There is an old adage in banking called the three C’s of banking. Character, Capital, & Capacity.
What is the Character of the business asking for the loan? Is the business established? What industry is the business in?
What Capital does the business have? Does the business have sale-able assets like real estate to secure the loan with? Does the business have receivables?
Does the business have Capacity to repay the loan? Is the business profitable? What interest rate can the business afford?
Small businesses do not have many options when it comes to getting a loan from a bank.
Banks want to see a business has been profitable for the past two years. Banks want to know that their loan is secure and will be repaid. Banks are risk averse, meaning they only lend on a sure thing. For example, banks look for scenarios like this: A borrower asks for $100K to buy a building that is on sale for $200K. The building is rented out at a rate of $20K a year to a national corporation for the next 15 years, and the borrower is putting $100K. Banks love deals like this. They usually charge a low interest rate of prime plus 2%.
For Small Business Owners, this does not work.
Small business owners are usually in this situation:
The small business has the opportunity to start selling to a new, yet very large customer. The new customer is so large and they say, we will pay you after 90 days.
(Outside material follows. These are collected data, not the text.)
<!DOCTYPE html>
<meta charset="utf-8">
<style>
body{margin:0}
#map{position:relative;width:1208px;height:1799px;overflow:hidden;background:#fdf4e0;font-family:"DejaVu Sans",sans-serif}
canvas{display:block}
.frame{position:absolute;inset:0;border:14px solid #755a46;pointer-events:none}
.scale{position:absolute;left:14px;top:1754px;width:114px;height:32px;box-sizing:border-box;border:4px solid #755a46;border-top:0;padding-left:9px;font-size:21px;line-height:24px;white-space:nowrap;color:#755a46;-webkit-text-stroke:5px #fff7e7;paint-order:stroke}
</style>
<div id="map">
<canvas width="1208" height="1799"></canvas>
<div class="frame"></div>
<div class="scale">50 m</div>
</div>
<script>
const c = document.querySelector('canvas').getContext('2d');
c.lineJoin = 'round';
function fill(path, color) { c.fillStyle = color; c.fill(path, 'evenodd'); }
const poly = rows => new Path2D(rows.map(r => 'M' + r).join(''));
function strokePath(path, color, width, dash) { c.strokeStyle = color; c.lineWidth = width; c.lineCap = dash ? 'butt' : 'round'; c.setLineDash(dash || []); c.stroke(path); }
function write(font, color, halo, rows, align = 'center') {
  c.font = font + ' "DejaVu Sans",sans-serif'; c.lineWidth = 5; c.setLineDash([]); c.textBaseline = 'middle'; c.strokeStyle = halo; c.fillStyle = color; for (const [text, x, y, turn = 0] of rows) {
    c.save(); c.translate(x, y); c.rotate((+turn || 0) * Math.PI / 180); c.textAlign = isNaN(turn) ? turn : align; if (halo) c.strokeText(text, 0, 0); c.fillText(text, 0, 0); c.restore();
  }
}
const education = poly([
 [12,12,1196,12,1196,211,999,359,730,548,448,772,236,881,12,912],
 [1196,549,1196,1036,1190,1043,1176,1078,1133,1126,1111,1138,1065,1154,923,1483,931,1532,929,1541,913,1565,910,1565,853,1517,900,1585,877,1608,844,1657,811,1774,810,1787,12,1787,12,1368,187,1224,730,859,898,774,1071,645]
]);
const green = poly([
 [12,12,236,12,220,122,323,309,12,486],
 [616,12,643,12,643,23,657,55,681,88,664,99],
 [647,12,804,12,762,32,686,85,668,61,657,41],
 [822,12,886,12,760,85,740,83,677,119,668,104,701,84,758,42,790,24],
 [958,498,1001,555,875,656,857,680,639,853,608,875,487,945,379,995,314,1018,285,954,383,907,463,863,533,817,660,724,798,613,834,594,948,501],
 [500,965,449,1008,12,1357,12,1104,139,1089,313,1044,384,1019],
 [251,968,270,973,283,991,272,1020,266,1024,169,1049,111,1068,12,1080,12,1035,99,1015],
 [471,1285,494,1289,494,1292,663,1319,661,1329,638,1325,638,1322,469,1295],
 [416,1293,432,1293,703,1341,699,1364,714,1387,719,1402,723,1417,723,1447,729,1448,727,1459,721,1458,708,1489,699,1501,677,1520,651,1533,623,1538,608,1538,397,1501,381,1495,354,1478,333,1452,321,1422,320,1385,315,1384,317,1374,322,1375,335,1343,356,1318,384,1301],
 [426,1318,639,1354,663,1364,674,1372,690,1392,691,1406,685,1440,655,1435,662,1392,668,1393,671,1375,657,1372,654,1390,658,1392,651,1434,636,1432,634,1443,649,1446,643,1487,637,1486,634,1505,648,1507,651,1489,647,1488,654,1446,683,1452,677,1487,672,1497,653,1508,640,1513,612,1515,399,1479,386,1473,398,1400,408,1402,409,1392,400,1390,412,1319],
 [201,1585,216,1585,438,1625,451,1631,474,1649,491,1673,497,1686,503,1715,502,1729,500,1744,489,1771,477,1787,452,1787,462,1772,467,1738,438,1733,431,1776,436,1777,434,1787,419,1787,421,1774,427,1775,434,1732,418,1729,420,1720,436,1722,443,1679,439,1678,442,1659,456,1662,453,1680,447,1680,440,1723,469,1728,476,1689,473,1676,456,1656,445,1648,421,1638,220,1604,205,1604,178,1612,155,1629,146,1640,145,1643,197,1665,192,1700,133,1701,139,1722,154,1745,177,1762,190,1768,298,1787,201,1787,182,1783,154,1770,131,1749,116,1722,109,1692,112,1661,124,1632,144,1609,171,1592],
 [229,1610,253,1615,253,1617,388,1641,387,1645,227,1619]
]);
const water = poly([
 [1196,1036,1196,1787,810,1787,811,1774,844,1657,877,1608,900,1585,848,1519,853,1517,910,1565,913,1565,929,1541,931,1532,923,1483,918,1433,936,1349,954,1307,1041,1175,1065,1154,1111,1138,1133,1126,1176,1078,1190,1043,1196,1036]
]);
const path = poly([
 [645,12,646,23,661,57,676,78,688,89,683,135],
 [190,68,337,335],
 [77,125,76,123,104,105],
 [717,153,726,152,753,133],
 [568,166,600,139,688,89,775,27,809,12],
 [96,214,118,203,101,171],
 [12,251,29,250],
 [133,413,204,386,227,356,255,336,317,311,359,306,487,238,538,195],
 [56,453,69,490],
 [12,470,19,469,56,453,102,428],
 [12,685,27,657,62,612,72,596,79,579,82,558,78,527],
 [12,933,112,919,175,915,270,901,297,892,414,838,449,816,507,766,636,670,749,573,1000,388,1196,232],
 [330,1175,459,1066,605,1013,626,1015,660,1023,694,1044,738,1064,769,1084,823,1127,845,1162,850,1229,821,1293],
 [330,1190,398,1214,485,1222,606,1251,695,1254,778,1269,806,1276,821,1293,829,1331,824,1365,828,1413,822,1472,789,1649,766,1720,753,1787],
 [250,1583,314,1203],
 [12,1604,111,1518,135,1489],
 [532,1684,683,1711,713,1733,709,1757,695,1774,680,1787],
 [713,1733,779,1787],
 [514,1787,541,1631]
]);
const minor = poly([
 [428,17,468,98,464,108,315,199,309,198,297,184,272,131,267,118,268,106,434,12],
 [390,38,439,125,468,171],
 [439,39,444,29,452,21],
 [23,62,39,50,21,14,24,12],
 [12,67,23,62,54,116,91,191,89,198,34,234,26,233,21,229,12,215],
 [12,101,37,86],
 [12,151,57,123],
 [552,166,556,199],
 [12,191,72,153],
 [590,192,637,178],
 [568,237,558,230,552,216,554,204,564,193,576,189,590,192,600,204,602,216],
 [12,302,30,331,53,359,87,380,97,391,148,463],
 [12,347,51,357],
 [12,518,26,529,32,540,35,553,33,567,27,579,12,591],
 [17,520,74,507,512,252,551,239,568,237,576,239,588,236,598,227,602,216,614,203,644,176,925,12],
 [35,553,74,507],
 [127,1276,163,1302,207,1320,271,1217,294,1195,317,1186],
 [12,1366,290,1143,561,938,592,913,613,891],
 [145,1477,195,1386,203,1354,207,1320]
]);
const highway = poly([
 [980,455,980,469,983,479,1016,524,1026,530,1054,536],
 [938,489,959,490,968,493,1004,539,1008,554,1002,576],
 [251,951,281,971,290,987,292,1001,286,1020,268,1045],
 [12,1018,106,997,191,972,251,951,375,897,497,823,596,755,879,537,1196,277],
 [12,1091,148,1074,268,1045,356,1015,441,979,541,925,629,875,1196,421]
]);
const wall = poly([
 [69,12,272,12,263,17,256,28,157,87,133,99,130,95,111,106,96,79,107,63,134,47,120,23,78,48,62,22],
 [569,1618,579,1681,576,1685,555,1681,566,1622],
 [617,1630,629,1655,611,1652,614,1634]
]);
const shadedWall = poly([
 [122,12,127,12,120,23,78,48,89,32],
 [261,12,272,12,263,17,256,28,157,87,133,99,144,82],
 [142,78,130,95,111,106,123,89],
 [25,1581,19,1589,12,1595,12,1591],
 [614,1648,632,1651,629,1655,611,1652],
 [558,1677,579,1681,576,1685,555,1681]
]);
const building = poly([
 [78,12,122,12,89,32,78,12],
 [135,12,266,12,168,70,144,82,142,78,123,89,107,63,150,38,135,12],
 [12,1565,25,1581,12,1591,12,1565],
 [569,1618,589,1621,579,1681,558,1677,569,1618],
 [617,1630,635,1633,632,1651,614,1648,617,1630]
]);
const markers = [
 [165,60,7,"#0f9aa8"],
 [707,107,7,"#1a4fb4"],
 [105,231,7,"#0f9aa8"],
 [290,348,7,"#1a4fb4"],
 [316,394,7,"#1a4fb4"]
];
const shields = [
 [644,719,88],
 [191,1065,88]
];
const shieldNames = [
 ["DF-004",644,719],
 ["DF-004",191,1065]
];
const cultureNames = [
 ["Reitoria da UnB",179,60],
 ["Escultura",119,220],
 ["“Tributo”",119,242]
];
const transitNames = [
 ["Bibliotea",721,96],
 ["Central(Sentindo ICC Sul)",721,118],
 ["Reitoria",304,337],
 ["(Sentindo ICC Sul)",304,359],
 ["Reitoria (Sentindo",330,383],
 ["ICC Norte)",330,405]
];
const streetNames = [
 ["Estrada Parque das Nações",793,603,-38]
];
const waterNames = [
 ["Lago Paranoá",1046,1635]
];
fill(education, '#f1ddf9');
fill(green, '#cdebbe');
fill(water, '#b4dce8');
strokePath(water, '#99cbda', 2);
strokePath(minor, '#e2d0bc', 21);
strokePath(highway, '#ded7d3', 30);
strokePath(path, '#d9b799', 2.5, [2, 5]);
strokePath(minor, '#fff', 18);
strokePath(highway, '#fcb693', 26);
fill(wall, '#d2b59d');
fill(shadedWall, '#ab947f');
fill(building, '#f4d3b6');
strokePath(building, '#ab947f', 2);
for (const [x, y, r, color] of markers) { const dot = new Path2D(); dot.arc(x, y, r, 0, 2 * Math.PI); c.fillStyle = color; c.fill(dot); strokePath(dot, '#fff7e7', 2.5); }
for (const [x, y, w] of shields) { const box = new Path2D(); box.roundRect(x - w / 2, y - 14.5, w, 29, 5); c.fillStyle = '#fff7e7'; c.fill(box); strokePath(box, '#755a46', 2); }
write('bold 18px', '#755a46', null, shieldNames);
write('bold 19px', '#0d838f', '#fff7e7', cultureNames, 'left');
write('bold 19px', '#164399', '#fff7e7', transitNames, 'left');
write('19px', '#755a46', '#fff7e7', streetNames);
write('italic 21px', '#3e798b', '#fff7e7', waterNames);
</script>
The new customer is going to start buying $50K a month of good and services. This small business owner is use to $20K a month in sales. Where is the business owner going to find 3 months worth of cash to pay suppliers while waiting for the new customer to pay.
What this small business owner need to do is look for a company that specializes in financing receivables, also know as factoring. The interest rate for receivable financing can be as low as 8% to as high as 30%. These interest rates can be monthly or annual.
Many lenders will loan to small businesses, but these are not your large banks like Wells Fargo and Bank of America. Small business owners need to look for lenders who have experience lending in their specific industry. Industry associations are sometimes helpful, and franchisors sometimes have a preferred lender in place for their franchisees.